[Stored data entries]
+--

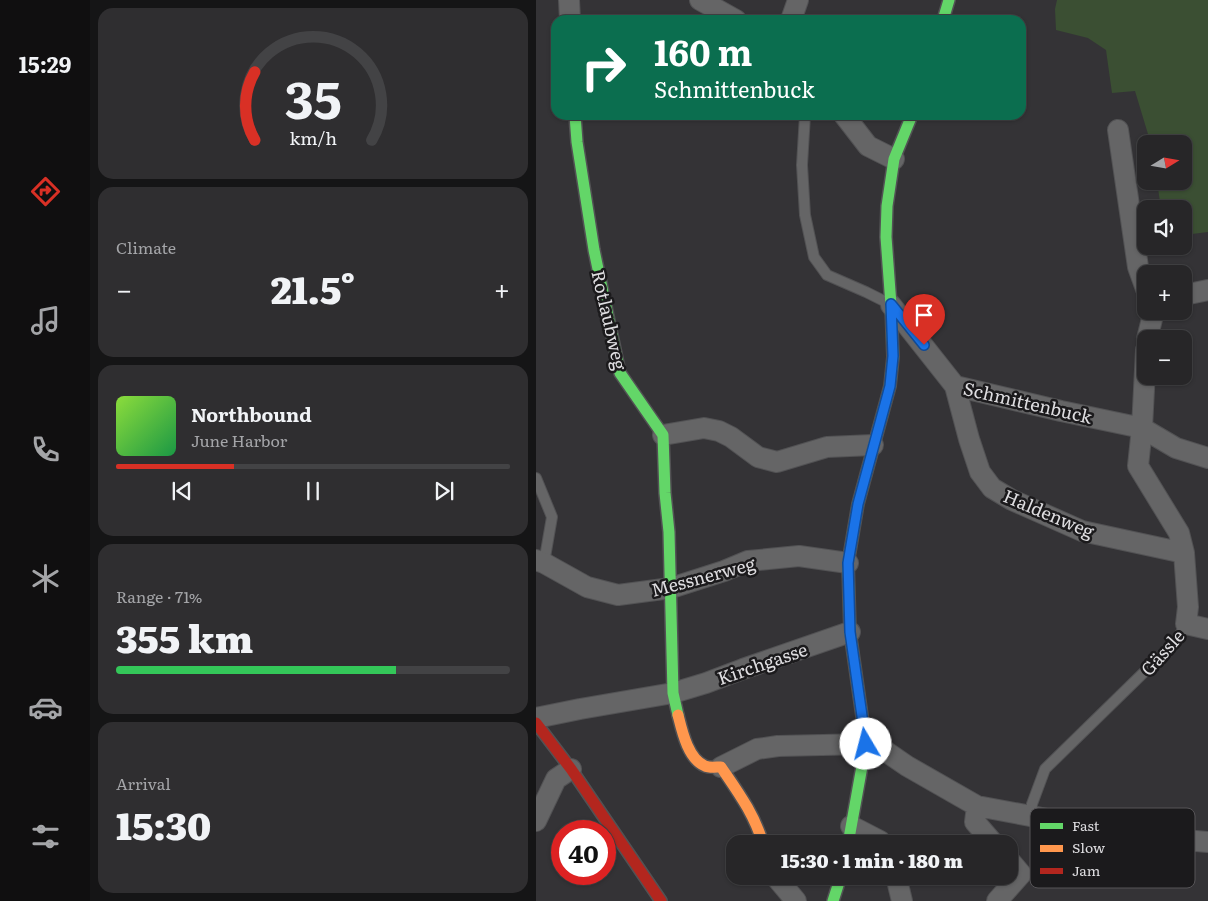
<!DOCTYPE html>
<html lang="en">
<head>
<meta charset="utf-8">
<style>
	:root { --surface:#272628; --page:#2f2e30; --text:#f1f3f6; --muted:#a4a5a8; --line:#434345; --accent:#d93025 }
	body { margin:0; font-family:Literata,serif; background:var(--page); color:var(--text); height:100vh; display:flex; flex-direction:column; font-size:19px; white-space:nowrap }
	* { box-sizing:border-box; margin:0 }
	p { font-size:16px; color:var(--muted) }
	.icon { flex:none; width:28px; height:28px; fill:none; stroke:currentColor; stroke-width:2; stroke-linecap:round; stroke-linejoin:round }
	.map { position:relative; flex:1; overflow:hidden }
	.side { display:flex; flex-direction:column; gap:8px; padding:8px; background:#151516; width:446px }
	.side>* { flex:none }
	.banner { position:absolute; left:15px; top:15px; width:475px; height:105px; border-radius:15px; box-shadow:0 1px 4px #0004,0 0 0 1px var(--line); background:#0b6e4f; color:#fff; overflow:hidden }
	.needle { width:32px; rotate:79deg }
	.tools { position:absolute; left:601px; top:135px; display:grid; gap:10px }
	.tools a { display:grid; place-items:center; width:55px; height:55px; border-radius:10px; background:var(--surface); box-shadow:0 1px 4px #0004,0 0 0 1px var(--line); font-size:25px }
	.speed { position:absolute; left:15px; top:820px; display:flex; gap:10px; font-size:25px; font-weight:700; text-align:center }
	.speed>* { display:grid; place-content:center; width:65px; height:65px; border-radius:50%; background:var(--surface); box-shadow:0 1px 4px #0004,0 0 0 1px var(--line); line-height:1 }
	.speed .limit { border:8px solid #d22; background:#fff; color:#111 }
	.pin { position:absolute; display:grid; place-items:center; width:42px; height:42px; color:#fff; margin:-51px -21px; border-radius:50% 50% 50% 0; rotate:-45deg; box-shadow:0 0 5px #0007 }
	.pin .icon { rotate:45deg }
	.me { position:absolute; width:55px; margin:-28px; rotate:352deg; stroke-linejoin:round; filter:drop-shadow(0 0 4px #0008) }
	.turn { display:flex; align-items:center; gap:18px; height:105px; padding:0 20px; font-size:22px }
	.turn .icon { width:65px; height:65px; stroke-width:2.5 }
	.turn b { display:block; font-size:35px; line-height:42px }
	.big { font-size:38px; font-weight:800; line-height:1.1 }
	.side .card { flex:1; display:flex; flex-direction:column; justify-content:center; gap:8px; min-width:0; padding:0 18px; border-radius:15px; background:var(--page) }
	.side .dial { align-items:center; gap:0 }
	.dial svg { height:130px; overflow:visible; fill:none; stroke:var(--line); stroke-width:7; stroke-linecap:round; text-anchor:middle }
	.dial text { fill:var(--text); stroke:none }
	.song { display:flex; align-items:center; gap:15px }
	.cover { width:60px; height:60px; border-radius:8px; background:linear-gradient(135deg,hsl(90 70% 55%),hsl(140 70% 35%)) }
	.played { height:5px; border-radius:2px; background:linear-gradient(90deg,var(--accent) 30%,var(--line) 30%) }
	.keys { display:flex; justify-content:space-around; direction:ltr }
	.heat { display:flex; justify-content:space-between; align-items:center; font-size:28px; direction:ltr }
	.charge { height:8px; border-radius:4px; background:linear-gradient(90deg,#34c759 71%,var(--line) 0) }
	.trip { position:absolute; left:190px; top:835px; width:292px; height:50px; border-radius:15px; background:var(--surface); box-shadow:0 1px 4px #0004,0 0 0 1px var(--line); font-weight:800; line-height:50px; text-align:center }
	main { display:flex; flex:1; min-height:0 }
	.tabs { display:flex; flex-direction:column; width:90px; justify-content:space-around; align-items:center; background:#100f10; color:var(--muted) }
	.tabs .icon { width:35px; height:35px }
	.tabs .on { color:var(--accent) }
	.tabs b { font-size:22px; color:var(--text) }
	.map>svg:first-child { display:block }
	.green { fill:#3b4f33 }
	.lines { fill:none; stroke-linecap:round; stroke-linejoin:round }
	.lane-casing { stroke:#525254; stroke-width:12 }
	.street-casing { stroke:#525254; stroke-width:22 }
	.fast-casing { stroke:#525254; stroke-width:14 }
	.slow-casing { stroke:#525254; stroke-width:14 }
	.jam-casing { stroke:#525254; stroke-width:14 }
	.lane { stroke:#656566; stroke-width:10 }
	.street { stroke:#656566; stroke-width:20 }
	.fast { stroke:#63d668; stroke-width:11 }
	.slow { stroke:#ff974d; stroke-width:11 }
	.jam { stroke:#b3261e; stroke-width:11 }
	.route-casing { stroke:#114b97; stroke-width:12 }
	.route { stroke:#1a73e8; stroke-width:9 }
	.labels { text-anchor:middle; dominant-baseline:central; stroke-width:5; stroke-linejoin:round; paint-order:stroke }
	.street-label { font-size:18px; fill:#dedde0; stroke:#1b1a1c }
	.key { fill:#1b1a1c; stroke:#565457; stroke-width:1 }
	.key-label { font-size:14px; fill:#dedde0 }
</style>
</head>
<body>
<main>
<nav class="tabs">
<b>15:29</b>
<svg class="icon on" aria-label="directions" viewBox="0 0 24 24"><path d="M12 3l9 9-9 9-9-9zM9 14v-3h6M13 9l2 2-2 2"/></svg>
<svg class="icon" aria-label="music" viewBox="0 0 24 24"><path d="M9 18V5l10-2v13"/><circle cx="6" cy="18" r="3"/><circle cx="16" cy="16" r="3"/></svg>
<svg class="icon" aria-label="phone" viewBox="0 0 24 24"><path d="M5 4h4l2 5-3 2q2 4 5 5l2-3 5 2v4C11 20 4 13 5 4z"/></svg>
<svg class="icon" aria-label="climate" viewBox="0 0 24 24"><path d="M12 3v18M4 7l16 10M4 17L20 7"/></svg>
<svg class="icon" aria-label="car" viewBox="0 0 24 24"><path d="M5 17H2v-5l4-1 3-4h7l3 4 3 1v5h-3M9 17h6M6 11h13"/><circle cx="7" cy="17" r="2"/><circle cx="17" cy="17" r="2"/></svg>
<svg class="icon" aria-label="filters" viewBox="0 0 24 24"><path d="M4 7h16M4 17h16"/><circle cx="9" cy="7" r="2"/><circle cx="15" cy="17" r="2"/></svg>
</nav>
<section class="side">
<div class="card dial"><svg viewBox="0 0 100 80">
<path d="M14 69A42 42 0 1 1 86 69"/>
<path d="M14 69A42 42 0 0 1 14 27" stroke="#d93025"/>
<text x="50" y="56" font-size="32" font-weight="700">35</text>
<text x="50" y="72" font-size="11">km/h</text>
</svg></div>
<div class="card"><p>Climate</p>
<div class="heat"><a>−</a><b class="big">21.5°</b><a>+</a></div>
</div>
<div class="card">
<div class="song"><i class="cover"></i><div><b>Northbound</b><p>June Harbor</p></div></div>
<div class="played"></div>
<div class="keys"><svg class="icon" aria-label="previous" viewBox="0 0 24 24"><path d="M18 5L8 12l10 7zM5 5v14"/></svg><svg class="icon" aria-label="pause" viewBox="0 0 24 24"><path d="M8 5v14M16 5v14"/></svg><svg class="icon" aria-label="next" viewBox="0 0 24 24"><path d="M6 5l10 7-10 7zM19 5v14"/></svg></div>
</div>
<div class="card"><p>Range · 71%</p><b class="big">355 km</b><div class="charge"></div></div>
<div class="card"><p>Arrival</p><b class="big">15:30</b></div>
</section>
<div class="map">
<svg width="672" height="901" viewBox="0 0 672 901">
	<rect width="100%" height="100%" fill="#343336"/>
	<path class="green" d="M521 0H672V232L648 235V209H625L621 181H648V144H615L599 91 576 93 570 50 552 38 520 30 519 9Z"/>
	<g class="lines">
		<g class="lane-casing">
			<path id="lane" d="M269 115 266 165 269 215 278 257 291 275 330 292 352 303
				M0 478 16 517 8 563
				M495 817 496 804 509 769 641 640 650 624"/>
		</g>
		<g class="street-casing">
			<path id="street" d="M33 0 34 20
				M164 0 200 20
				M255 20 262 0
				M308 115 332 146 358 159
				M582 130 602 267 610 289
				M648 295 672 290
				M355 305 419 386 525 411 606 428 602 466 643 533 648 553 652 607 650 624 672 629
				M611 339 618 311
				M610 350 606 428 640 448 672 458
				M419 386 433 439 444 472 456 488 476 500 546 531 648 553
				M127 435 168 428 183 431 195 437 222 457 241 462 291 447 337 445
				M0 560 8 563 51 587 82 595 135 588 188 571 212 561 263 556 312 563
				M0 718 44 709 137 693 170 683 207 669 314 632
				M185 767 221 749 242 746 330 744 342 746 371 766 441 806 602 836 672 842
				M441 806 439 822 458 844
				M0 821 20 779 35 769
				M315 826 344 841 346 844
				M239 876 260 901
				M360 876 366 901
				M461 901 485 874 474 861"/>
		</g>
		<g class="fast-casing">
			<path id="fast" d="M407 20 413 0
				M39 115 41 142 58 250 84 373 127 435 129 493 133 532 137 693 142 715
				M312 844 330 744 314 632 312 563 322 504 354 386 357 357 355 305 350 237 351 206 358 159 376 115
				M297 901 305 876"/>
		</g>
		<g class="slow-casing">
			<path id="slow" d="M142 715C146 731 152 759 169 766 173 768 180 767 185 767 202 792 219 815 227 844"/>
		</g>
		<g class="jam-casing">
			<path id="jam" d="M0 723 35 769 125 901"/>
		</g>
		<use href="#lane" class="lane"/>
		<use href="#street" class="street"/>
		<use href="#fast" class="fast"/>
		<use href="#slow" class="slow"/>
		<use href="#jam" class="jam"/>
	</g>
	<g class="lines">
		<g class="route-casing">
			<path id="route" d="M330 744 314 632 312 563 322 504 354 386 357 356 355 304 388 345"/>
		</g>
		<use href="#route" class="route"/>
	</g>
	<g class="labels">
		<g class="street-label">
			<text transform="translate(74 320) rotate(77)">Rotlaubweg</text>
			<text transform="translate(492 402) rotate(13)">Schmittenbuck</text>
			<text transform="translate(513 513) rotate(23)">Haldenweg</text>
			<text transform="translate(167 576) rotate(-15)">Messnerweg</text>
			<text transform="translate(626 652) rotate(-48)">Gässle</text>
			<text transform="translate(226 663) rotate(-19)">Kirchgasse</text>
		</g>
	</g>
	<rect x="494" y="808" width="165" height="80" rx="8" class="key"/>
	<rect x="504" y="823" width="23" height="6" fill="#63d668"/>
	<rect x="504" y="845" width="23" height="7" fill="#ff974d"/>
	<rect x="504" y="868" width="23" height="6" fill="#b3261e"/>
	<g class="key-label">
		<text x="536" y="831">Fast</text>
		<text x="536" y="853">Slow</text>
		<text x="536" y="876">Jam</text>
	</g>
</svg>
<div class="tools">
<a><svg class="needle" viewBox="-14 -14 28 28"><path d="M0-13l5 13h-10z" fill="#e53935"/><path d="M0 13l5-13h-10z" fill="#a4a5a8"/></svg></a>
<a><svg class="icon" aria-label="sound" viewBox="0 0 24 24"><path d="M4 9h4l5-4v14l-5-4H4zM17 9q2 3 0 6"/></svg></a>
<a>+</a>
<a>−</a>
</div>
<div class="speed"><div class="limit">40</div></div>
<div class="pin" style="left:388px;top:345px;background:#d93025"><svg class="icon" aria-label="arrive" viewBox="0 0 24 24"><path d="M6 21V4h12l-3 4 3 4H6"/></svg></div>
<svg class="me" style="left:330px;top:744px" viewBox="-20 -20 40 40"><circle r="19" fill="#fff"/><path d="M0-13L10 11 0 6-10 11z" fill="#1a73e8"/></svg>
<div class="trip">15:30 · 1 min · 180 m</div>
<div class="banner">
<div class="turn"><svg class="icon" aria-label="right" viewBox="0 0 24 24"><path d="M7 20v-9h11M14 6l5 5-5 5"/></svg><div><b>160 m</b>Schmittenbuck</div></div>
</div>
</div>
</main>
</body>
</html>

+--

Your response should be the lines of the entries above that include the string "margin".

## FINAL ANSWER
	body { margin:0; font-family:Literata,serif; background:var(--page); color:var(--text); height:100vh; display:flex; flex-direction:column; font-size:19px; white-space:nowrap }
	* { box-sizing:border-box; margin:0 }
	.pin { position:absolute; display:grid; place-items:center; width:42px; height:42px; color:#fff; margin:-51px -21px; border-radius:50% 50% 50% 0; rotate:-45deg; box-shadow:0 0 5px #0007 }
	.me { position:absolute; width:55px; margin:-28px; rotate:352deg; stroke-linejoin:round; filter:drop-shadow(0 0 4px #0008) }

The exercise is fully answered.